Adobe Flash Termination Disrupts Archived 9/11 Coverage

The attacks on September 11, 2001 will not be forgotten by those alive to remember it. But the documentation of those events is in jeopardy due to the end of support for Microsoft’s Adobe Flash.

September 11, 2001 is a dark day in U.S. history. Four planes hijacked by terrorists resulted in a nation brought to its knees, if only for a moment. First responders raced to each scene, survivors helping who they could, journalists and those nearby trying to capture it all with whatever camera they had. At the time, online journalism was just getting started, most multimedia was uploaded and shared using Microsoft’s Adobe Flash. No one who remembers that day will ever forget where they were, what they were doing or how they felt. But last year, Microsoft ended support for Flash, and now it’s impacting the original coverage of the attacks.

In an article found on, the headline reads, “Some of the most iconic 9/11 news coverage is lost. Blame Adobe Flash.” 

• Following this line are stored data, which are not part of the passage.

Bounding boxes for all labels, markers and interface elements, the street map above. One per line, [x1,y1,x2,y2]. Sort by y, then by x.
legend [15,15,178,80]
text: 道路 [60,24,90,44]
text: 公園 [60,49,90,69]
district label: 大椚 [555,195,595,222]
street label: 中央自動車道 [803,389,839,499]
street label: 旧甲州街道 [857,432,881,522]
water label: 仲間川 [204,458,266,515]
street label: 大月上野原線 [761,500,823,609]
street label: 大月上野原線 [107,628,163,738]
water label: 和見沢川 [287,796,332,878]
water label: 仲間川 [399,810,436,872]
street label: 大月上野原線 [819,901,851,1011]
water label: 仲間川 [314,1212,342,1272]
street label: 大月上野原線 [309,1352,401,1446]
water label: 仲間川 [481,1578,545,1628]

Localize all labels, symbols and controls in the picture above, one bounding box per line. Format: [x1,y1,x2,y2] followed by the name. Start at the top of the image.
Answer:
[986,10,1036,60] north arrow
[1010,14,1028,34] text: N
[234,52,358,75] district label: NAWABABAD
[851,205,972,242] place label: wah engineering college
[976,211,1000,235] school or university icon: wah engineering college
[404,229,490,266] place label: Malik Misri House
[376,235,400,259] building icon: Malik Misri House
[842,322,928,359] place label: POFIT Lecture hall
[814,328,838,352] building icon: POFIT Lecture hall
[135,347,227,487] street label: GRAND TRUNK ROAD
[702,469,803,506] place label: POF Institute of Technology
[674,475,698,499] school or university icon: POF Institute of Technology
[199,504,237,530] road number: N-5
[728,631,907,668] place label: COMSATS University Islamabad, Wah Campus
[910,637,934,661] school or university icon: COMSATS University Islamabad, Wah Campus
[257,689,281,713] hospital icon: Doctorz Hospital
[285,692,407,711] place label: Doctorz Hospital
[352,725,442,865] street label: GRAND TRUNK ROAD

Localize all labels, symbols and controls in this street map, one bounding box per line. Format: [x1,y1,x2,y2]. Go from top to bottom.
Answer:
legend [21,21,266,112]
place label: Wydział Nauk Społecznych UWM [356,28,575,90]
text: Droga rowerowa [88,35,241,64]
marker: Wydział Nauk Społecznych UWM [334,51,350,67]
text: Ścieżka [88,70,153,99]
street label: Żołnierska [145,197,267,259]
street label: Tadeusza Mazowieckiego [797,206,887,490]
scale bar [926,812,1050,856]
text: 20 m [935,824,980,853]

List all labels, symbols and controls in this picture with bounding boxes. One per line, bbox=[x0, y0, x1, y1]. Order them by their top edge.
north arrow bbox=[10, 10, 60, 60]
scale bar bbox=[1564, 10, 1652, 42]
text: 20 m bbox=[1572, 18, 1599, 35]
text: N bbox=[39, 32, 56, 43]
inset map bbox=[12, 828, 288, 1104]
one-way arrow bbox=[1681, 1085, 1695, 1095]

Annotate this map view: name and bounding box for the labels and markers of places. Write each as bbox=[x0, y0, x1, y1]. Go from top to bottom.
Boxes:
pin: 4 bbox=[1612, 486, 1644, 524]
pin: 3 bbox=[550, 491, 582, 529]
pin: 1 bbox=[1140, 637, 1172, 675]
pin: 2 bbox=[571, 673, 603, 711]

Without even reading the article, there are already two notes to make: One, that coverage isn’t lost, it simply can’t be viewed in its current format. And two, Adobe and Microsoft, that last browser standing, let the entire world know back in 2017 that it would be ending support for Flash in 2021. Earlier this year, a Chinese railway system was shut down for hours because support for Flash ended and they didn’t have a backup plan. This didn’t come out of nowhere.

What happened here is that higher ups in various media outlets did not consider the side effects of this support ending. No one thought about the impact on news coverage saved using Adobe Flash, only that they needed a new way forward. A lack of modernization cycles, a way to ensure businesses pay off technical debt, compounded the problem. When businesses don’t modernize, technical debt accrues and builds and builds and builds until it breaks. Kind of like it did in this scenario. 

A little farther into the CNN article is a quote from Anastasia Salter, associate professor at the University of Central Florida and author of the book “Flash: Building the Interactive Web,” in which she discusses restoring the Flash content: 

“Unfortunately it’s a lot more difficult than we’d like [to restore Flash content], particularly because ‘Flash’ encompasses generations of work and the platform’s code complexity grew with every iteration of Adobe’s scripting language,” Salter said. “I can’t say I’ve seen any news organization make the type of concerted effort that animations, games, and electronic literature communities are to save this history.”

This is true. Which is why regular modernization cycles are so important. It’s not just about resolving technical debt or stabilizing your business. It’s also about preserving your business content, including internal documents. For a media company, this includes any video or other multimedia platform. If you’re going to stop using one service in favor of another, your best bet is to move all old information over to the new platform. This way everything is streamlined, employees and customers have one place to go for information and nothing ever goes missing.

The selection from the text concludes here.